*Saved data entries:*
------------------------------

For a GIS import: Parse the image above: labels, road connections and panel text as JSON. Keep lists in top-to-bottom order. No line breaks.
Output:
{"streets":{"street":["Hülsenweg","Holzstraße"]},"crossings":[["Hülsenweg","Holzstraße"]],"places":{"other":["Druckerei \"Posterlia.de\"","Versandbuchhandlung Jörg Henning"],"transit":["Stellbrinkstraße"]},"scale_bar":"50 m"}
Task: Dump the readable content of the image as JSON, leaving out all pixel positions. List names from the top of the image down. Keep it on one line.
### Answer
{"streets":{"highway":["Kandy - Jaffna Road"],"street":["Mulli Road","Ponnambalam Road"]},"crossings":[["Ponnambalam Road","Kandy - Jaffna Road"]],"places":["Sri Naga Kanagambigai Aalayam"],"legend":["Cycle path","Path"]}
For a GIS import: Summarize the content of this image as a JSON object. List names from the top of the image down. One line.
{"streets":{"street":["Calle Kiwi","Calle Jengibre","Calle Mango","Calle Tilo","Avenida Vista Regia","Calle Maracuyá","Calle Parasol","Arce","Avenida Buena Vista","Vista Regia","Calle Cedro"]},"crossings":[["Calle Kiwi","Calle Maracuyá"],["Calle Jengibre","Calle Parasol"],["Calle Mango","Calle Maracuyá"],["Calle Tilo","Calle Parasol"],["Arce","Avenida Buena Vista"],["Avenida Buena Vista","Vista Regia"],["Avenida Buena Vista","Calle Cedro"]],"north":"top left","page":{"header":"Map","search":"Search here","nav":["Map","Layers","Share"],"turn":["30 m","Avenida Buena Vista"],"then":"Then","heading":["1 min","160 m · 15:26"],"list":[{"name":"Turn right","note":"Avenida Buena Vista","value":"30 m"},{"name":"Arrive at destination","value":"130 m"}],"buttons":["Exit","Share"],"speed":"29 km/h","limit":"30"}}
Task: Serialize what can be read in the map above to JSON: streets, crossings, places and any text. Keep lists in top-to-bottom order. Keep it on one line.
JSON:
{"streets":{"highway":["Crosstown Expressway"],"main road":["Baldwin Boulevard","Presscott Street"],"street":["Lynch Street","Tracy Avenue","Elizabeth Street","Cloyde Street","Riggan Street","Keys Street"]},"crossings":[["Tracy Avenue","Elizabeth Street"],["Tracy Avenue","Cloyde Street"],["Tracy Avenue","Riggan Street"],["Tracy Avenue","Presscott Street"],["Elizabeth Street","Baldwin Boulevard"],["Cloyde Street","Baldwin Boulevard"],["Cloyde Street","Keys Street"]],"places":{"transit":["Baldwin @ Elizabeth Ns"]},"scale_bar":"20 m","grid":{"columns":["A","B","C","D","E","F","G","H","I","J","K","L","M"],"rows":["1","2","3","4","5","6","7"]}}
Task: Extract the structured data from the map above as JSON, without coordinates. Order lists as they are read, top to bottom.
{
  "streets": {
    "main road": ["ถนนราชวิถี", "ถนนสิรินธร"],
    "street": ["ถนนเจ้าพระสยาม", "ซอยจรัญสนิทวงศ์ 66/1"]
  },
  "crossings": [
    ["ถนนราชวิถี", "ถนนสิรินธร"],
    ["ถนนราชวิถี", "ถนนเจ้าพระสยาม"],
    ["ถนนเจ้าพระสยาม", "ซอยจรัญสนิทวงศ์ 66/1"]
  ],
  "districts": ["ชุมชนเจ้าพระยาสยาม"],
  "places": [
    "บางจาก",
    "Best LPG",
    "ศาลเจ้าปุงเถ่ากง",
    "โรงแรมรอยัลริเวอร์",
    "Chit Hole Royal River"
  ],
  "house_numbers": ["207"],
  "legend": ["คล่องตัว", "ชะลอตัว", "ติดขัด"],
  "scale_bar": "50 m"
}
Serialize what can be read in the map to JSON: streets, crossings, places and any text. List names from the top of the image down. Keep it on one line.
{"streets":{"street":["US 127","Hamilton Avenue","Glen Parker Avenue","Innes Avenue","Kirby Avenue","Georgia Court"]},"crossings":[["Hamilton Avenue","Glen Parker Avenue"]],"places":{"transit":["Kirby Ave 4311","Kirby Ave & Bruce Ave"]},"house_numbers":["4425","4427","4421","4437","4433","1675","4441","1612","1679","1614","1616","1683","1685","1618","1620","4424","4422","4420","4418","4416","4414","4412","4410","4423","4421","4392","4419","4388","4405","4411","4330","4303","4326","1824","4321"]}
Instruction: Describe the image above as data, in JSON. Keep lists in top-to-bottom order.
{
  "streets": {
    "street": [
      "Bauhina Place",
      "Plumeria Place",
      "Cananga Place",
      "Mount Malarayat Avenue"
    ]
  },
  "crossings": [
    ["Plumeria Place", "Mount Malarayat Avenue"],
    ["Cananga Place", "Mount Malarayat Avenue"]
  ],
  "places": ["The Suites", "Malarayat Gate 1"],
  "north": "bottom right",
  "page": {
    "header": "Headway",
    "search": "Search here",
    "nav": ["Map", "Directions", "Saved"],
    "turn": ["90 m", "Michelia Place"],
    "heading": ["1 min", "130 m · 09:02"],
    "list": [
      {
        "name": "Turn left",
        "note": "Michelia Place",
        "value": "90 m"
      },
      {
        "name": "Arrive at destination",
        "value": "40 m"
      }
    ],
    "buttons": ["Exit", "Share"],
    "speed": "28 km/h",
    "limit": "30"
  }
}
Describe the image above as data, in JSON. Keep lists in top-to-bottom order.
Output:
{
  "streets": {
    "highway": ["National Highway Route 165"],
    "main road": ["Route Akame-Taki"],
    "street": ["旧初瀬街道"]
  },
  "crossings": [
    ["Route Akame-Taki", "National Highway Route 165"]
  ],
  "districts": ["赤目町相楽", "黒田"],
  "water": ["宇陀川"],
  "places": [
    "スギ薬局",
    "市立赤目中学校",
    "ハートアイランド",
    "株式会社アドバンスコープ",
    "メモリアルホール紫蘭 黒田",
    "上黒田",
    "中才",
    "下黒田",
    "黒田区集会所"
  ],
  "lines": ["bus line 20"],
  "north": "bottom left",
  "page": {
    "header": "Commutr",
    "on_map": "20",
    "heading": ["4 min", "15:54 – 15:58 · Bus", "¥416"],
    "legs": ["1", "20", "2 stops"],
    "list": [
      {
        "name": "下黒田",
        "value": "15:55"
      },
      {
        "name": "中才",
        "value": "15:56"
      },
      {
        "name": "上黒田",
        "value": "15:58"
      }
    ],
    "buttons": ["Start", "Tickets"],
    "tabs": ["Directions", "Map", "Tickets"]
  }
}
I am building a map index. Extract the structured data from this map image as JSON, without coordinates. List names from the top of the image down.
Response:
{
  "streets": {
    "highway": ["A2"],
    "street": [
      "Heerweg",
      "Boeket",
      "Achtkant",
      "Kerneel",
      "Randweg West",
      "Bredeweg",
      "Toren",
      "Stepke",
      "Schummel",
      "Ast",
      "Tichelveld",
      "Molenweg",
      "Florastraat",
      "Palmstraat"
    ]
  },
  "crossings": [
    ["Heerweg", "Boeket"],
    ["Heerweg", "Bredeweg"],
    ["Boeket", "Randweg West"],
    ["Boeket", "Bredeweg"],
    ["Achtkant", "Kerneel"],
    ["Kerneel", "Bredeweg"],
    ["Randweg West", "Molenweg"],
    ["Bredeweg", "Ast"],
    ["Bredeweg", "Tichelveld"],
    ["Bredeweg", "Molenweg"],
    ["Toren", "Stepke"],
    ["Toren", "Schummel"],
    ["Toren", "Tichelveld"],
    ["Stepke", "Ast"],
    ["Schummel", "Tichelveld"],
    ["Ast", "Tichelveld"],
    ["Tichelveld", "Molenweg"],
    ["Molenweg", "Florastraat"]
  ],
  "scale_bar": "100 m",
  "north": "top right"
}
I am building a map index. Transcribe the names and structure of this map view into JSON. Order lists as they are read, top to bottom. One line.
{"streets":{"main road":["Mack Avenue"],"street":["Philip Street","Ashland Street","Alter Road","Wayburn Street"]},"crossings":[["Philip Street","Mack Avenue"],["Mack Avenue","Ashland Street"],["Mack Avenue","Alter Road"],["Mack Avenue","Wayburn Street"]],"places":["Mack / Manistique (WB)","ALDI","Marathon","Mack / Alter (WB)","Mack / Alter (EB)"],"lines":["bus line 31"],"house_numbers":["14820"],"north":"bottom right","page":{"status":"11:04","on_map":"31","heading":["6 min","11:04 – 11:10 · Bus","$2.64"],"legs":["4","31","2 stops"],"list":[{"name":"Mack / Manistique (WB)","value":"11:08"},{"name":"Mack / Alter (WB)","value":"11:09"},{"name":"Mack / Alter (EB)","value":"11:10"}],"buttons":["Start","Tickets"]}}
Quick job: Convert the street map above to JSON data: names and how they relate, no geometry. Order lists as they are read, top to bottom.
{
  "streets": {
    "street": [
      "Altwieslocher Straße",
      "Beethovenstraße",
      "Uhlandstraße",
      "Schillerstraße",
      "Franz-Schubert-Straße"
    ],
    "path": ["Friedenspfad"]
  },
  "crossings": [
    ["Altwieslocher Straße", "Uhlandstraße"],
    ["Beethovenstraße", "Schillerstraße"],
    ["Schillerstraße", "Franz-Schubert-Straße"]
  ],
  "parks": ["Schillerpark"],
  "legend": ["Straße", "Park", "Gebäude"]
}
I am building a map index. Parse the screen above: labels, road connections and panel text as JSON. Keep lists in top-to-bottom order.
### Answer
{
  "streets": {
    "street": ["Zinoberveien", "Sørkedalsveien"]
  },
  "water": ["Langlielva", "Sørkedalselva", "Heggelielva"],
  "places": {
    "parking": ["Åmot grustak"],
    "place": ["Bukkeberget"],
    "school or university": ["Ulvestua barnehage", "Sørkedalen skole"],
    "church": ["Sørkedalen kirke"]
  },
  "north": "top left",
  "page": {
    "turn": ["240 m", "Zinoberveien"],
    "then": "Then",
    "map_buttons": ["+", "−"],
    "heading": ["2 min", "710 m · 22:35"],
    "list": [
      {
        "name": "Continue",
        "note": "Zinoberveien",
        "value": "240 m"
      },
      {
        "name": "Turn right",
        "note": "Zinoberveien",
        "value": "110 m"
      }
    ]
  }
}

------------------------------

*WHAT YOU NEED TO DO:* Where the string "panel" turns up in a line of the data above, copy that whole line.

*OUTPUT FOR THIS EXERCISE:*
For a GIS import: Parse the image above: labels, road connections and panel text as JSON. Keep lists in top-to-bottom order. No line breaks.
I am building a map index. Parse the screen above: labels, road connections and panel text as JSON. Keep lists in top-to-bottom order.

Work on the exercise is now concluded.